On Monday even the prime minister of India, Manmohan Singh, congratulated the “Slumdog” team, along with the makers of another winning film, “Smile Pinki,” a short documentary about a village girl with a cleft palate. “The winners have done India proud,” Mr. Singh’s office said in a statement.
The last time an Indian won an Oscar was for the costume design of the 1982 biographical film “Gandhi,” directed by Richard Attenborough. Many Indians were peeved at the time that a known Indian actor had not been cast to play the father of their nation. Ben Kingsley, who played Gandhi, is of partly Indian descent. (In 1992 the Indian director Satyajit Ray was awarded the Oscar for lifetime achievement.)

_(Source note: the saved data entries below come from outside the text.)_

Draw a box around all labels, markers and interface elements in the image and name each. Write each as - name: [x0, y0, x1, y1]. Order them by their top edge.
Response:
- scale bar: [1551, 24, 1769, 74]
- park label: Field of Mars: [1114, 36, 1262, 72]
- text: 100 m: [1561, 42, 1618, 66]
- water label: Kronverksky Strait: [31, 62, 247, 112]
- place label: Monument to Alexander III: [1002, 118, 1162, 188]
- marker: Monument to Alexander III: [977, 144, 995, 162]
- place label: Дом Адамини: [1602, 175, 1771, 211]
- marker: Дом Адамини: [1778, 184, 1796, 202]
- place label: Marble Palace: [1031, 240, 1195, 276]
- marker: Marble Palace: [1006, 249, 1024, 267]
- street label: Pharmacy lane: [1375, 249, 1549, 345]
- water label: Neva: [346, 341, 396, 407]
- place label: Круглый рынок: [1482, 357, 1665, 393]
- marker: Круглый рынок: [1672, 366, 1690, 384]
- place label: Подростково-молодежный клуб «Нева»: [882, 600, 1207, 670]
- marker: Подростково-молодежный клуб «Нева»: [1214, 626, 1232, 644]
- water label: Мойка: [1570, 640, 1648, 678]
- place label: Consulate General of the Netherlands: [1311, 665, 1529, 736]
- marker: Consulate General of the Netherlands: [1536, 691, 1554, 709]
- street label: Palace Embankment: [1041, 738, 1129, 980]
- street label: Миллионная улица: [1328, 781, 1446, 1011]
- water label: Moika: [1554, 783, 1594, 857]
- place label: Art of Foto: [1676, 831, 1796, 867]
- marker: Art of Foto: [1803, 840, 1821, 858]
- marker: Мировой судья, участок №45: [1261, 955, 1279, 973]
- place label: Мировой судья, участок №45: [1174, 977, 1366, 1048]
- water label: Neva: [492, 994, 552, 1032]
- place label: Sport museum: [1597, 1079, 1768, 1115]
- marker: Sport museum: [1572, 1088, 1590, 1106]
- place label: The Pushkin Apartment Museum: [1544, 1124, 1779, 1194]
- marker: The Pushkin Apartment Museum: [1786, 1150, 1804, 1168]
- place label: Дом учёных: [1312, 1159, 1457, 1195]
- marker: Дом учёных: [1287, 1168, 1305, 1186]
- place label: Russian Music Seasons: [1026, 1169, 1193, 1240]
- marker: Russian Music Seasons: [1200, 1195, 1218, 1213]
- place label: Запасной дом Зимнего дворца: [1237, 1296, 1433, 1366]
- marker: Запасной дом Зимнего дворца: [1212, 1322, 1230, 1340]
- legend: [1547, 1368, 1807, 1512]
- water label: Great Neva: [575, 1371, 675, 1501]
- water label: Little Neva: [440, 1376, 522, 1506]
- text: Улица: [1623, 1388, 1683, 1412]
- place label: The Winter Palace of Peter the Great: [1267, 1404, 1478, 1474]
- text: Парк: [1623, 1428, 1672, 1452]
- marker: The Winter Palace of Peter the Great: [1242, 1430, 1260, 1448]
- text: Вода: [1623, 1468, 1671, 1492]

“Slumdog,” of course, is not an Indian film. It was backed by two American studios. The director, Danny Boyle, is British, as are its screenwriter, who adapted the script from a book by an Indian diplomat, and its producer.
But “Slumdog” has an almost entirely Indian cast, along with a British actor of Indian descent, Dev Patel, who plays the teenage lead, Jamal. It was shot on the streets of Mumbai, unlike most Indian films. And about a third of the dialogue is in Hindi.
It has several key Indian crew members, including the co-director, Loveleen Tandan, and of course Mr. Rahman, whose compositions weave sounds from all over the world with a deeply Indian sensibility.
Most important, “Slumdog” picks up on key motifs of the classic Bollywood fairy tale: the plucky underdog hero, sibling rivalry, ghetto gangsters and a beautiful damsel needing a rescue.
Small bursts of outrage greeted the film when it opened in India recently, including a protest several weeks ago in front of Mr. Kapoor’s house, where children held up placards that read “Don’t call me dog.” In the current issue of India Today, a weekly magazine, a filmmaker named Priyadarshan called it “absolute and intentional exploitation of India.”
But the newspaper columnist Vir Sanghvi, writing in his blog on Monday, said he was “thrilled” by the film’s victory and the sight of so many Indians onstage at the Academy Awards. “Even when ‘Gandhi’ won the Oscar for best picture all those years ago, we never felt that it was India’s victory,” he wrote. “I don’t know if this is a breakthrough for India, or whether we will be able to follow it up. But some things seem clear. Anil Kapoor is now the world’s most famous Bollywood actor — and it couldn’t happen to a nicer guy. Nobody will be able to talk about world music without including Rahman as its leading star.”
A more sobering response came on Monday from Dilbur Parakh, who heads a charity-run school where two of the film’s youngest stars, Azharuddin Mohammed Ismail, 10, and Rubina Ali Qureshi, 9, are enrolled. The children still live in a sprawling shantytown whose name, Garib Nagar, literally means the enclave of the poor. The filmmakers pay their school fees.
To Ms. Parakh, the story of “Slumdog” echoed the stories of hundreds of Indian children she had met. “This is the way it really is,” she said. “We can’t ignore it. We have to face it. I mean Indians as a whole.”
That a Briton made the film did not much matter to her. “It really is an Indian story,” said Ms. Parakh, who is also the chairwoman of Aseema, the nonprofit organization in Mumbai that runs the school.
Munni Qureishi, 28, Rubina’s mother, said the people of Garib Nagar had stayed up much of the night in anticipation, then greeted the victory on Monday morning with firecrackers and boisterous handmade drums. Mrs. Qureishi, who has worked as a housemaid since childhood, said she looked forward to welcoming her daughter home with flowers and her favorite food: Chinese-style noodles.
“She has crossed the ocean,” Mrs. Qureishi said. “With God’s blessing she will return.”Hari Kumar contributed reporting from Noida, India.